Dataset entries
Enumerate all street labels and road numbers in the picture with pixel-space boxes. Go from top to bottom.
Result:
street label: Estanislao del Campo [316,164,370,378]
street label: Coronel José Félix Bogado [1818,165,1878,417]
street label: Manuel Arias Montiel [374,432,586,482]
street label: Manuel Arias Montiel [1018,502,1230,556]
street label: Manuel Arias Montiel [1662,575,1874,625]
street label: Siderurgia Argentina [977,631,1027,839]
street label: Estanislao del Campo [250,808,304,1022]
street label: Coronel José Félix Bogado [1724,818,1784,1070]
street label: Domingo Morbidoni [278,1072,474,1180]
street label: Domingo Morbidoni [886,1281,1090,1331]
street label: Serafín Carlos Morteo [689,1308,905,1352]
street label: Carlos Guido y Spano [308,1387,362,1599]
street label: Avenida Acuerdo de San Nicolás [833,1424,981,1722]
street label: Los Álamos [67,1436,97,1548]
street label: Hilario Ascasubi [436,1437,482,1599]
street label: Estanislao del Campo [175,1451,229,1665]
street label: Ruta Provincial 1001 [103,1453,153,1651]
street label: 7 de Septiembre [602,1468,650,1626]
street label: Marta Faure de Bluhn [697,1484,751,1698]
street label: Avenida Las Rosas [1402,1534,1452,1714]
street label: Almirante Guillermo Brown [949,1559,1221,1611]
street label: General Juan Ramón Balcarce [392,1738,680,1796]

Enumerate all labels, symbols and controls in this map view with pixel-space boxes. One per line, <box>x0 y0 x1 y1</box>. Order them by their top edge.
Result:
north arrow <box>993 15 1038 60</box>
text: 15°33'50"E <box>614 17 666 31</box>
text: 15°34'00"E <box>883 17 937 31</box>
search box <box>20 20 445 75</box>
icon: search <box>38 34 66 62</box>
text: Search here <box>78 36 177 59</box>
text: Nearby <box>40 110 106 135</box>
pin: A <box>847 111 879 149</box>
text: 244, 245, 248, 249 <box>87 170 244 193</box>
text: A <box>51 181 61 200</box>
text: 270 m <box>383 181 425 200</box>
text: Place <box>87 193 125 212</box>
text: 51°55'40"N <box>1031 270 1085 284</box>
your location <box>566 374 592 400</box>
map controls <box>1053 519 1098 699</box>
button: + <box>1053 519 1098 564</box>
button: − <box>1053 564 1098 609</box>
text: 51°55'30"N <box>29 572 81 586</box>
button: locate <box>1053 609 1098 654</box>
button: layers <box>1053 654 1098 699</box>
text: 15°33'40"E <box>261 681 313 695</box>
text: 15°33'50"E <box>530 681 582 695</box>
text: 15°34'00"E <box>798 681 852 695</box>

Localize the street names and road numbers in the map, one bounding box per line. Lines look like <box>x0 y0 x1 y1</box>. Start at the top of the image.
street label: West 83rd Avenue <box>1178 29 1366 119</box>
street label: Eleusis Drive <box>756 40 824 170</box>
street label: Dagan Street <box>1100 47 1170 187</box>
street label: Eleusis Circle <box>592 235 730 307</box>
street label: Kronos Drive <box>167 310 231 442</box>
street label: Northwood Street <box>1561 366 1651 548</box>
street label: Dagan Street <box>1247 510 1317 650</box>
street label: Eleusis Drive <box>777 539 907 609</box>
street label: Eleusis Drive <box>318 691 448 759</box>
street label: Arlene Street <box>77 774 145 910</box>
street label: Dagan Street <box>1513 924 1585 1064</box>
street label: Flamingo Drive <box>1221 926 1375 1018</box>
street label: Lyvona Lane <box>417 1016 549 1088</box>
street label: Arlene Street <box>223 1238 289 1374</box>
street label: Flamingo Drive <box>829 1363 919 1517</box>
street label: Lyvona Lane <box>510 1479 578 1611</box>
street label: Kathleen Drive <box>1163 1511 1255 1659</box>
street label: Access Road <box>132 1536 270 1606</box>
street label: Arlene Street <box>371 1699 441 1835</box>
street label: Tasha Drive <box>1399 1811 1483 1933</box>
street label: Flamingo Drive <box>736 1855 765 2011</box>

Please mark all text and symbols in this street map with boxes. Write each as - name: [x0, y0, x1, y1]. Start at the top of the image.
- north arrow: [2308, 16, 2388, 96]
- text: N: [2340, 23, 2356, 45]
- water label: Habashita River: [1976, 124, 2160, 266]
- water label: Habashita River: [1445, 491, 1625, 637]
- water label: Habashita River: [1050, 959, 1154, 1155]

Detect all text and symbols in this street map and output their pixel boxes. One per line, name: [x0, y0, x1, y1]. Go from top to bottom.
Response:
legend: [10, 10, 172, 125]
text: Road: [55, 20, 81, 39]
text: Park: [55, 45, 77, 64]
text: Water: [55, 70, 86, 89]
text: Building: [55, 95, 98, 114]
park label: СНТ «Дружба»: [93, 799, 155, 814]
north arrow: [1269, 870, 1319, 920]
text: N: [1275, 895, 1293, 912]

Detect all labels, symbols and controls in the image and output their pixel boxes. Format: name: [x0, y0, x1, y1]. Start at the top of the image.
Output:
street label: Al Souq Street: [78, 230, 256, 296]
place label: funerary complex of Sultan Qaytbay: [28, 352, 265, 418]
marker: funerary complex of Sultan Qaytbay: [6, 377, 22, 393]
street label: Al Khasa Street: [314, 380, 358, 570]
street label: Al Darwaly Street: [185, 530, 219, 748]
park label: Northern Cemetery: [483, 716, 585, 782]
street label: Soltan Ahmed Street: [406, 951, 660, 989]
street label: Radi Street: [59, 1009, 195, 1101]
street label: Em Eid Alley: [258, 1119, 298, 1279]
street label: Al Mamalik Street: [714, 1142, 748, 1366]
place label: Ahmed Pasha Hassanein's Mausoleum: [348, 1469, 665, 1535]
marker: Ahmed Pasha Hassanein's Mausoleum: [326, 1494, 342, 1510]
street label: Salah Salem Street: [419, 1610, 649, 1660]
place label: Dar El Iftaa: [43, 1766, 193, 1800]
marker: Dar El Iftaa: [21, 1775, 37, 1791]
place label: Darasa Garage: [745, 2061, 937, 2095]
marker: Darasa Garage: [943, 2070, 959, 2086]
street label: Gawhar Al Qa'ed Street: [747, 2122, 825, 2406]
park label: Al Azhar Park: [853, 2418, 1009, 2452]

> **Problem requirements**
Within this data, count the lines that include the string "Enumerate" and write the number with nothing else.

> **Exercise answer**
2